- _ASSIGNMENT_:
Transcribe the entries that follow, word for word.

[Collected data entries]
· · · · · · ·

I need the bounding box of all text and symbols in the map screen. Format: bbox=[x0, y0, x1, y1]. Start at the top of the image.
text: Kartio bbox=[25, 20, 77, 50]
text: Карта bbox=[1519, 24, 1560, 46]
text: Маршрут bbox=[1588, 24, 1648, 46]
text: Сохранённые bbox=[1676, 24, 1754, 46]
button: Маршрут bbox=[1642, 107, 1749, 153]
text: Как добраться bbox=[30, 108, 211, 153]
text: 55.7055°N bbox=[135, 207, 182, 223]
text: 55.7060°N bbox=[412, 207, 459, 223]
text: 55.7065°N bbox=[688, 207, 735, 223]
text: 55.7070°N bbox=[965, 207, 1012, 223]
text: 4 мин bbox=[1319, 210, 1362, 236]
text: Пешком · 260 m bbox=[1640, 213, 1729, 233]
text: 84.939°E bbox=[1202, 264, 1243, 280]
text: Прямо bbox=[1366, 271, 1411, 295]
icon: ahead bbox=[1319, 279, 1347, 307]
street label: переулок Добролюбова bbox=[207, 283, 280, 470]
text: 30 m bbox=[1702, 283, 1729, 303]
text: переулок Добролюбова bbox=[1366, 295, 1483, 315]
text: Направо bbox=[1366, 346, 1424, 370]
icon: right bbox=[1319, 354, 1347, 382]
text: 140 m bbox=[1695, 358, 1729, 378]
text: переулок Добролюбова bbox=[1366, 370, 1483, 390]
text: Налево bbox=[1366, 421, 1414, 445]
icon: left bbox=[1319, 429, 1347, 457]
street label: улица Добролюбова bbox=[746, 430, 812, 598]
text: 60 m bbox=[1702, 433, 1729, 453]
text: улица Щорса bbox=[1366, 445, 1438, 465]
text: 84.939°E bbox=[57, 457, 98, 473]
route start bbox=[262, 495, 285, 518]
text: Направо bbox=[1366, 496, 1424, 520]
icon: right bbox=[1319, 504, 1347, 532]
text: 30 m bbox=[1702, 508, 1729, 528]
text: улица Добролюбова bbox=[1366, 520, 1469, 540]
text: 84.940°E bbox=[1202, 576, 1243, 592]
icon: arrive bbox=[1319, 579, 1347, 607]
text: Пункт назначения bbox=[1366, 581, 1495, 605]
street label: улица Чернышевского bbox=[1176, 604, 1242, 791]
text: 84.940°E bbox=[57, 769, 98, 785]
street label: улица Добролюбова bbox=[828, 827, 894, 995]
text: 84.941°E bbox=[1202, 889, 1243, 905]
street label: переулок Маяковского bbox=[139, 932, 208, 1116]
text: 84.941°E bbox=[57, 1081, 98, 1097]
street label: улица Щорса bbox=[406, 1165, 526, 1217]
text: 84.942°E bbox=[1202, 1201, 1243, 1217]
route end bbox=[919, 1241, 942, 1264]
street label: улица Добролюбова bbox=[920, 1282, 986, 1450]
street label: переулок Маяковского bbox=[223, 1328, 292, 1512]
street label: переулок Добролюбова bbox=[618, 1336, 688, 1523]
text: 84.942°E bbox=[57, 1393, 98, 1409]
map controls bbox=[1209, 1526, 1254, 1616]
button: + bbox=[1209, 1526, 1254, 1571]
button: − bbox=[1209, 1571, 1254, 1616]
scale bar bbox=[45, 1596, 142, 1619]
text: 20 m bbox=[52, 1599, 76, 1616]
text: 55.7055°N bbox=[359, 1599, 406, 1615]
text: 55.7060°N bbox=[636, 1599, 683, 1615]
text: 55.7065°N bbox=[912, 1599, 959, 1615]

· · · · · · ·

- _ANSWER SECTION_:
I need the bounding box of all text and symbols in the map screen. Format: bbox=[x0, y0, x1, y1]. Start at the top of the image.
text: Kartio bbox=[25, 20, 77, 50]
text: Карта bbox=[1519, 24, 1560, 46]
text: Маршрут bbox=[1588, 24, 1648, 46]
text: Сохранённые bbox=[1676, 24, 1754, 46]
button: Маршрут bbox=[1642, 107, 1749, 153]
text: Как добраться bbox=[30, 108, 211, 153]
text: 55.7055°N bbox=[135, 207, 182, 223]
text: 55.7060°N bbox=[412, 207, 459, 223]
text: 55.7065°N bbox=[688, 207, 735, 223]
text: 55.7070°N bbox=[965, 207, 1012, 223]
text: 4 мин bbox=[1319, 210, 1362, 236]
text: Пешком · 260 m bbox=[1640, 213, 1729, 233]
text: 84.939°E bbox=[1202, 264, 1243, 280]
text: Прямо bbox=[1366, 271, 1411, 295]
icon: ahead bbox=[1319, 279, 1347, 307]
street label: переулок Добролюбова bbox=[207, 283, 280, 470]
text: 30 m bbox=[1702, 283, 1729, 303]
text: переулок Добролюбова bbox=[1366, 295, 1483, 315]
text: Направо bbox=[1366, 346, 1424, 370]
icon: right bbox=[1319, 354, 1347, 382]
text: 140 m bbox=[1695, 358, 1729, 378]
text: переулок Добролюбова bbox=[1366, 370, 1483, 390]
text: Налево bbox=[1366, 421, 1414, 445]
icon: left bbox=[1319, 429, 1347, 457]
street label: улица Добролюбова bbox=[746, 430, 812, 598]
text: 60 m bbox=[1702, 433, 1729, 453]
text: улица Щорса bbox=[1366, 445, 1438, 465]
text: 84.939°E bbox=[57, 457, 98, 473]
route start bbox=[262, 495, 285, 518]
text: Направо bbox=[1366, 496, 1424, 520]
icon: right bbox=[1319, 504, 1347, 532]
text: 30 m bbox=[1702, 508, 1729, 528]
text: улица Добролюбова bbox=[1366, 520, 1469, 540]
text: 84.940°E bbox=[1202, 576, 1243, 592]
icon: arrive bbox=[1319, 579, 1347, 607]
text: Пункт назначения bbox=[1366, 581, 1495, 605]
street label: улица Чернышевского bbox=[1176, 604, 1242, 791]
text: 84.940°E bbox=[57, 769, 98, 785]
street label: улица Добролюбова bbox=[828, 827, 894, 995]
text: 84.941°E bbox=[1202, 889, 1243, 905]
street label: переулок Маяковского bbox=[139, 932, 208, 1116]
text: 84.941°E bbox=[57, 1081, 98, 1097]
street label: улица Щорса bbox=[406, 1165, 526, 1217]
text: 84.942°E bbox=[1202, 1201, 1243, 1217]
route end bbox=[919, 1241, 942, 1264]
street label: улица Добролюбова bbox=[920, 1282, 986, 1450]
street label: переулок Маяковского bbox=[223, 1328, 292, 1512]
street label: переулок Добролюбова bbox=[618, 1336, 688, 1523]
text: 84.942°E bbox=[57, 1393, 98, 1409]
map controls bbox=[1209, 1526, 1254, 1616]
button: + bbox=[1209, 1526, 1254, 1571]
button: − bbox=[1209, 1571, 1254, 1616]
scale bar bbox=[45, 1596, 142, 1619]
text: 20 m bbox=[52, 1599, 76, 1616]
text: 55.7055°N bbox=[359, 1599, 406, 1615]
text: 55.7060°N bbox=[636, 1599, 683, 1615]
text: 55.7065°N bbox=[912, 1599, 959, 1615]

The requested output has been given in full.